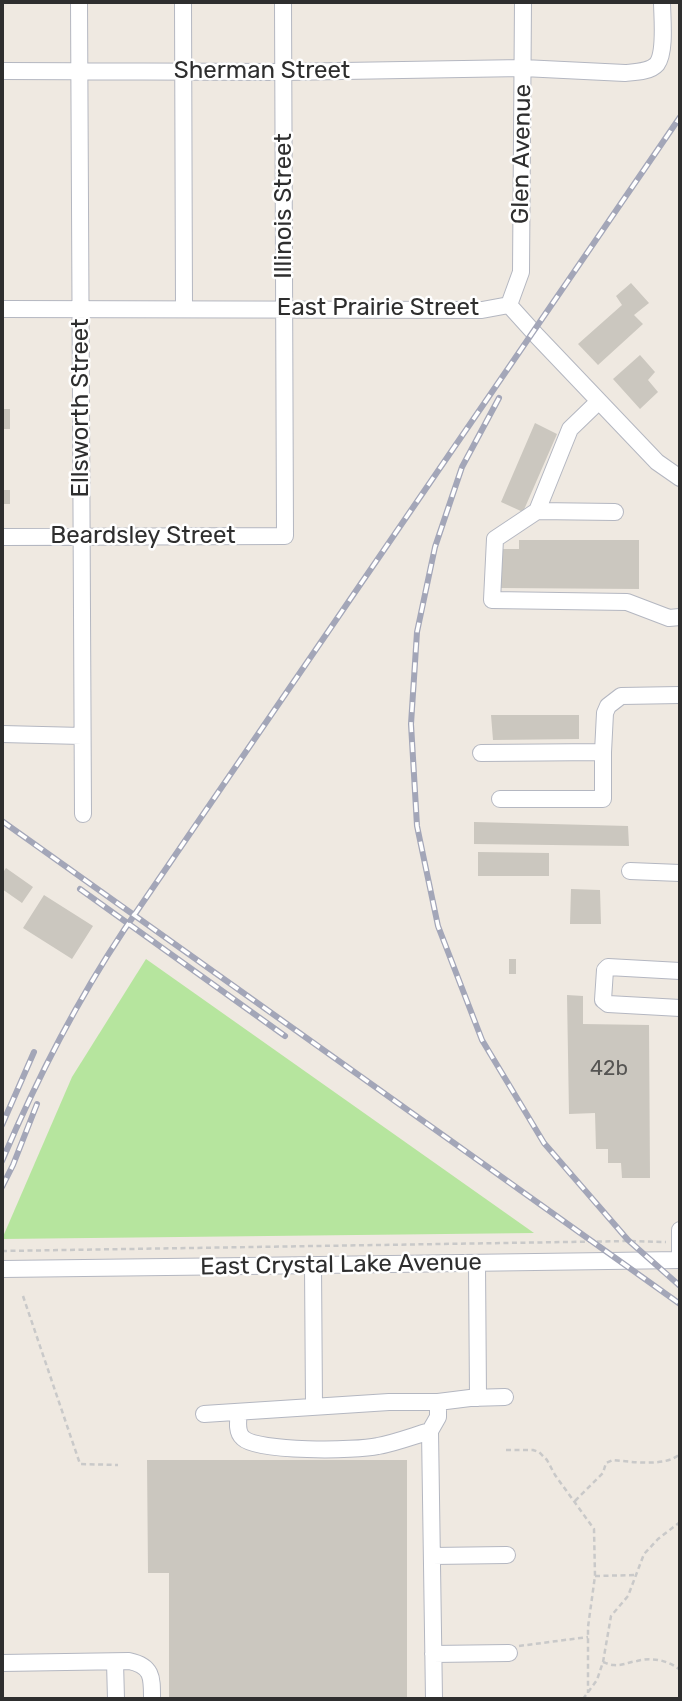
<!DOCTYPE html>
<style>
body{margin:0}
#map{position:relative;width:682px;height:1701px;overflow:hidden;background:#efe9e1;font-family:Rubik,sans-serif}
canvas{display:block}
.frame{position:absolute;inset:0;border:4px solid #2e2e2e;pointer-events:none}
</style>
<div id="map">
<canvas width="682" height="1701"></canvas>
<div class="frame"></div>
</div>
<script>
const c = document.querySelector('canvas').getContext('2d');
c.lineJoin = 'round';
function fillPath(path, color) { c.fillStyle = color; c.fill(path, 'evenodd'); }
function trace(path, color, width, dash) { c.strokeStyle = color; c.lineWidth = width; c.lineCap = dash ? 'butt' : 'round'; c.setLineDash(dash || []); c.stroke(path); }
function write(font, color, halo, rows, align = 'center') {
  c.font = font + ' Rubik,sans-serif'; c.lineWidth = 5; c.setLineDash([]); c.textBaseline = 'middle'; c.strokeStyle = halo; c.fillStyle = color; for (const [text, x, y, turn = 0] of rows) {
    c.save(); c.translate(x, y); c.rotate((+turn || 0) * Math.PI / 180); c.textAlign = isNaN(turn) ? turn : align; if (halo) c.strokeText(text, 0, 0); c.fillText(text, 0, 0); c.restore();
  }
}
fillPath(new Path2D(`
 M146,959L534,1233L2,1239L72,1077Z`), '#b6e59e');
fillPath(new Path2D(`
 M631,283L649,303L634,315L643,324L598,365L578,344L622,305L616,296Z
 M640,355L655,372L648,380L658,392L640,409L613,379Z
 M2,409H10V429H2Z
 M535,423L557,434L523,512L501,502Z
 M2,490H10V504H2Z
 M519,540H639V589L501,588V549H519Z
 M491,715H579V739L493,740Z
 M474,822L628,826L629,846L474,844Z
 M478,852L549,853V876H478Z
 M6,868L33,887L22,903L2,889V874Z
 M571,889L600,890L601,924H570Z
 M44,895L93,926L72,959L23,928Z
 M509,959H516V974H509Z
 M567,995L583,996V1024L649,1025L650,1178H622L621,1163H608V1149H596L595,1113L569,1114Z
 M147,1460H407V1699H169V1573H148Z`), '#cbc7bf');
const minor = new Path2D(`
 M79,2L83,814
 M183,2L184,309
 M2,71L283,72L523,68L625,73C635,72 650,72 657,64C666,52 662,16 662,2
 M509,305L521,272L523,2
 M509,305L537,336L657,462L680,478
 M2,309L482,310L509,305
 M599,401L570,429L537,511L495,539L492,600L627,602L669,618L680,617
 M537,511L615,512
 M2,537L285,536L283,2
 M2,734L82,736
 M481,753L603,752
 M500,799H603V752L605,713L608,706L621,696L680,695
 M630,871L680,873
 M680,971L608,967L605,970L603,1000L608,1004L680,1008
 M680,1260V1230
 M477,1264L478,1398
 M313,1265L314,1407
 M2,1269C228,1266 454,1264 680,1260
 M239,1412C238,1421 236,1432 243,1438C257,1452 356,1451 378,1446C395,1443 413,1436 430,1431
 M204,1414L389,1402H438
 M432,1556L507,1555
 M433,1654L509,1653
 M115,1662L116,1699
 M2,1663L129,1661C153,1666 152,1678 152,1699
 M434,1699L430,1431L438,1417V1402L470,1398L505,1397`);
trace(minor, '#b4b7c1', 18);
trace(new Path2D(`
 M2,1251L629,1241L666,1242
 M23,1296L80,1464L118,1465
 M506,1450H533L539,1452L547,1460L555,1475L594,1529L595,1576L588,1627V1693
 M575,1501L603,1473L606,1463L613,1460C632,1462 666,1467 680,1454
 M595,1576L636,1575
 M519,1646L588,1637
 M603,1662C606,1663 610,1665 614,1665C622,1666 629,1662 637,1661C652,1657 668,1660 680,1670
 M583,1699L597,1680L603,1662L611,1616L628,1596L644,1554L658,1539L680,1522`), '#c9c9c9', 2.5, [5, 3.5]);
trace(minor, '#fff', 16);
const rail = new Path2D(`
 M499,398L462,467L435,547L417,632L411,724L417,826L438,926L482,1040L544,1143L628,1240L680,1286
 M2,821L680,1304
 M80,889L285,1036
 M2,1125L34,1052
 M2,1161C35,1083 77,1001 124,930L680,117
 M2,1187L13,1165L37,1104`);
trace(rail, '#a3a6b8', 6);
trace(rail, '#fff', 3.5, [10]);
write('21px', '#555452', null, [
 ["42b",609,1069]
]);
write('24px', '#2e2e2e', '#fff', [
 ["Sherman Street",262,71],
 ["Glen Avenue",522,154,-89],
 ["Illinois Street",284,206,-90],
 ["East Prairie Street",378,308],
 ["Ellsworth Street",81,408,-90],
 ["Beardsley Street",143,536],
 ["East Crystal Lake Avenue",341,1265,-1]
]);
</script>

* * *

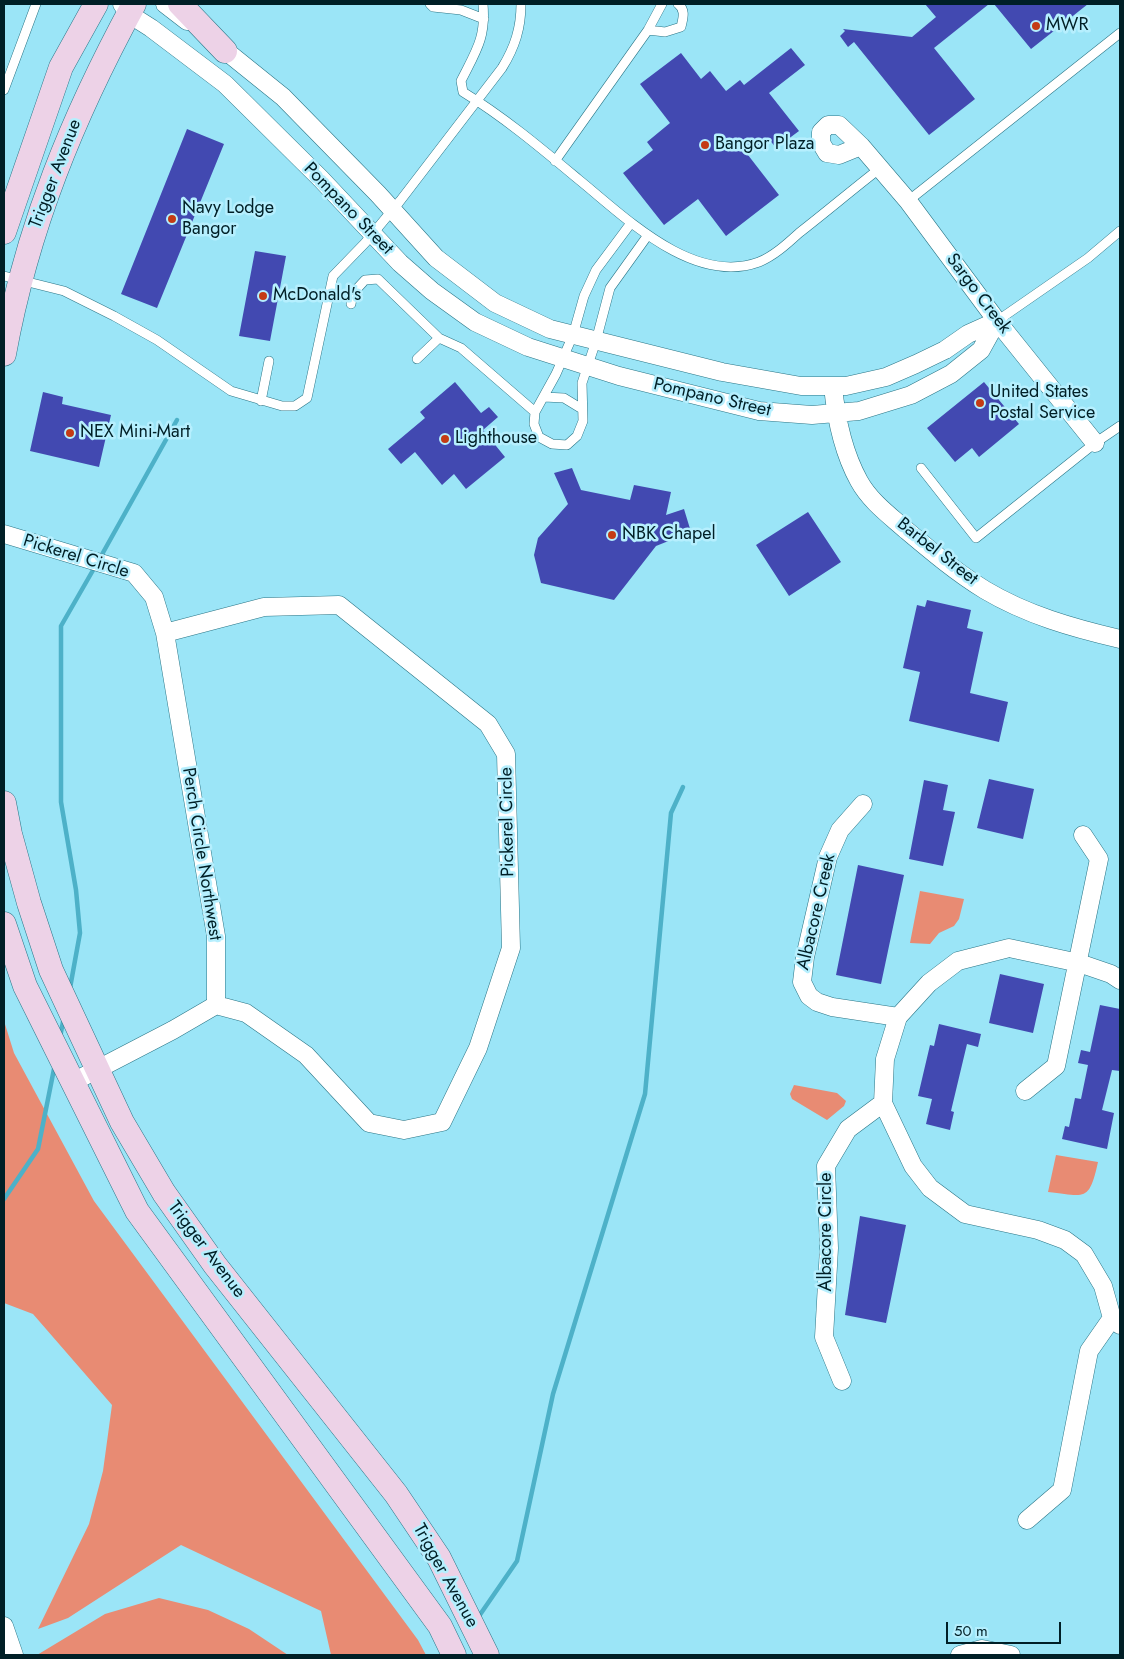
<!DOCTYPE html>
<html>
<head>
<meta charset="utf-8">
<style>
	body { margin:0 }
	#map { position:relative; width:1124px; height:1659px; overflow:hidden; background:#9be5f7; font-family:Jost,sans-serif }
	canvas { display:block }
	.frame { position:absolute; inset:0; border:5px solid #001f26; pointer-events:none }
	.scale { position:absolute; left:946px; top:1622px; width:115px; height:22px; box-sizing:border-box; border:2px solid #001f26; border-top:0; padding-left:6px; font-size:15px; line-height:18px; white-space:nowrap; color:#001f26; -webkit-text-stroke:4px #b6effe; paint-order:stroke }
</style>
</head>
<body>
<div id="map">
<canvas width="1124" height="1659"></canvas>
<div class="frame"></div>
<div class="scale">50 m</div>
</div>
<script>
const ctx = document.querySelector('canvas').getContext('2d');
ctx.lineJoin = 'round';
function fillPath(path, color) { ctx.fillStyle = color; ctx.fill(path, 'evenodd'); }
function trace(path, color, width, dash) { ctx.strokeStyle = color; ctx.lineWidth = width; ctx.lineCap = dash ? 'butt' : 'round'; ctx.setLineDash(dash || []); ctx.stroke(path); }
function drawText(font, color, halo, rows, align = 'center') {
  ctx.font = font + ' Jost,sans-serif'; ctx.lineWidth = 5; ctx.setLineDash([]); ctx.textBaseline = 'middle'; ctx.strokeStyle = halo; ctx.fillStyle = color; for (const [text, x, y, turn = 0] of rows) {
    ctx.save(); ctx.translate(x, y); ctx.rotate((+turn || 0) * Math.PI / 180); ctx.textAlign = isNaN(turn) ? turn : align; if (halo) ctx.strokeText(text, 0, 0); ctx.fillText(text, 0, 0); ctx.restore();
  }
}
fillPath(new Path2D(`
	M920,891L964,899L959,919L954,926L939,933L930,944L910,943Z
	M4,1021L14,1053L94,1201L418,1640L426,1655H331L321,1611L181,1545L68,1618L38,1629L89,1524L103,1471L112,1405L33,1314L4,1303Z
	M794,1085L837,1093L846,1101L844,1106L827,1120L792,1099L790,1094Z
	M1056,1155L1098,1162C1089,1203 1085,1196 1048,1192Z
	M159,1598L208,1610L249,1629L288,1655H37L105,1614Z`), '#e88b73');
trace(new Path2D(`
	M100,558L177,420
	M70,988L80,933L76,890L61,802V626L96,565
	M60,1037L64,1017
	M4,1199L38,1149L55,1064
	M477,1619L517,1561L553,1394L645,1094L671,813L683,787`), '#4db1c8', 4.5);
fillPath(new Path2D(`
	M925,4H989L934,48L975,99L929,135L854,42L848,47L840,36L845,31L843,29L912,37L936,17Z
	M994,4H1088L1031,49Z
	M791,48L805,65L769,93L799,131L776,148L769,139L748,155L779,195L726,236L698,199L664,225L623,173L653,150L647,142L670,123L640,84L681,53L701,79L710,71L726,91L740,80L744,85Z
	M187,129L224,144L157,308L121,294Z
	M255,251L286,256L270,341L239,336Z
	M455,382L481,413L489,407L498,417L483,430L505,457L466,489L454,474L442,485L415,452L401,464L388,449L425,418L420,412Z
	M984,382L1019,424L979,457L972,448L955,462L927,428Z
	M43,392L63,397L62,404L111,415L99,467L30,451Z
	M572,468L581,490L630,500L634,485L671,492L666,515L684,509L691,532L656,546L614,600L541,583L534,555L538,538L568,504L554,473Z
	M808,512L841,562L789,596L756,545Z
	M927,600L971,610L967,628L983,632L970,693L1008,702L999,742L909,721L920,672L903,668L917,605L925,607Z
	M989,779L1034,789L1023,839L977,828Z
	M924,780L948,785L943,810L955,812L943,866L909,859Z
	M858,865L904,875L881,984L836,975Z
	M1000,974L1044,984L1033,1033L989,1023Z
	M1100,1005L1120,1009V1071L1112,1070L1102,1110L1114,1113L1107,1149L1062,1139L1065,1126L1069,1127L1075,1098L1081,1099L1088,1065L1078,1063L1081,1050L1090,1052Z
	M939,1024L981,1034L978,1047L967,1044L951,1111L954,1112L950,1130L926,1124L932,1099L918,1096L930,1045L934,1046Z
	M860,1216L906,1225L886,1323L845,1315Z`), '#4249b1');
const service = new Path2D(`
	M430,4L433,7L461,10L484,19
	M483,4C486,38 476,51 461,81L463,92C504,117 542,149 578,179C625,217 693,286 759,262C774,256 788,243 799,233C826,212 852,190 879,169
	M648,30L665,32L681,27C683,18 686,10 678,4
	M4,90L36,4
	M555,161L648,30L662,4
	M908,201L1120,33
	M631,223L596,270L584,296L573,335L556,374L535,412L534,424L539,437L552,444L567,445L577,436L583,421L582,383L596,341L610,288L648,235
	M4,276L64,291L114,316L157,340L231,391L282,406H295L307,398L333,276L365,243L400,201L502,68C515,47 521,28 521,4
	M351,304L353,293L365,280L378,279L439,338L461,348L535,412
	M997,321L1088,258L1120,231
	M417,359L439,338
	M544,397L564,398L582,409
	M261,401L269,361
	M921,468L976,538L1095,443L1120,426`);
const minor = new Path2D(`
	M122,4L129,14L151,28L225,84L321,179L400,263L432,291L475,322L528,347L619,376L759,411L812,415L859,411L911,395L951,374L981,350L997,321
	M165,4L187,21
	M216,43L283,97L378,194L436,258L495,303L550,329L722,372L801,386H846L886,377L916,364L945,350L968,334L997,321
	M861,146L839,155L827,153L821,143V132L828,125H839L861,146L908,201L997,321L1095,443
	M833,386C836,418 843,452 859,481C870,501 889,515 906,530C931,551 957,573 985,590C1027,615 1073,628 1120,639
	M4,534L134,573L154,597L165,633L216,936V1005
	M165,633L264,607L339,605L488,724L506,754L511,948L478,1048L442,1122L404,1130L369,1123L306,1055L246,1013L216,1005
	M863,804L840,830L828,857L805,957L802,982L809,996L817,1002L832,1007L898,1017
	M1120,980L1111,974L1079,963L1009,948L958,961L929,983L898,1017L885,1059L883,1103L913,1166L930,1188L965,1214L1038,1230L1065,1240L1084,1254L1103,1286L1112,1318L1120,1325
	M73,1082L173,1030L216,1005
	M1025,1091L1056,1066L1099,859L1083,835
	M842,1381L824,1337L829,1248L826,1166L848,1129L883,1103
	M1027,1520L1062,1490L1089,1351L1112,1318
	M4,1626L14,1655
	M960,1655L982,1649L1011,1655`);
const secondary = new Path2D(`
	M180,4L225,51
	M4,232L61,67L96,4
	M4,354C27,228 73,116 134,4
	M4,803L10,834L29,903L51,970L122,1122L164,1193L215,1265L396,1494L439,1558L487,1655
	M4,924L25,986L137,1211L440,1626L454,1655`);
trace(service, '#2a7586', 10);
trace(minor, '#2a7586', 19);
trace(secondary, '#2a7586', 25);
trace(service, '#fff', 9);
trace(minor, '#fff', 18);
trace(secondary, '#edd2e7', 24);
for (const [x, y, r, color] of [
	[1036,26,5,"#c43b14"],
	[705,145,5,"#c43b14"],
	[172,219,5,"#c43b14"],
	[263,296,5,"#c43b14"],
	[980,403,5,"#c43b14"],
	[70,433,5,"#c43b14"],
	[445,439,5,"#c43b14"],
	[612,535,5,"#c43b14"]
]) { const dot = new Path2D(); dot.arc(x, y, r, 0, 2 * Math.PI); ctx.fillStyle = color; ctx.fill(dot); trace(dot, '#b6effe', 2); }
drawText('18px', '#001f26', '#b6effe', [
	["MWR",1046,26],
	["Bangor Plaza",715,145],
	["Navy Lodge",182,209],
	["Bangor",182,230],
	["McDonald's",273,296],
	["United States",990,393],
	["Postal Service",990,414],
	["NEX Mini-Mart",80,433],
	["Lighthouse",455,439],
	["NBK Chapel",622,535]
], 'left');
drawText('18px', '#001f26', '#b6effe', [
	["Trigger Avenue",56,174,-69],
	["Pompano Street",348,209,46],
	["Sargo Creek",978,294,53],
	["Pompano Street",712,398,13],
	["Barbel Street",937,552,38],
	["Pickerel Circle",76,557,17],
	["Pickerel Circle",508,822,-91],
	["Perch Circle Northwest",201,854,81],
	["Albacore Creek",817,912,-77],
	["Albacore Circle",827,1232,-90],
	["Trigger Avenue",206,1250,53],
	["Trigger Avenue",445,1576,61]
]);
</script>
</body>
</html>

Action item
State how many lines of the data above contain the string "querySelector", leaving out everything but the number.

Reply
2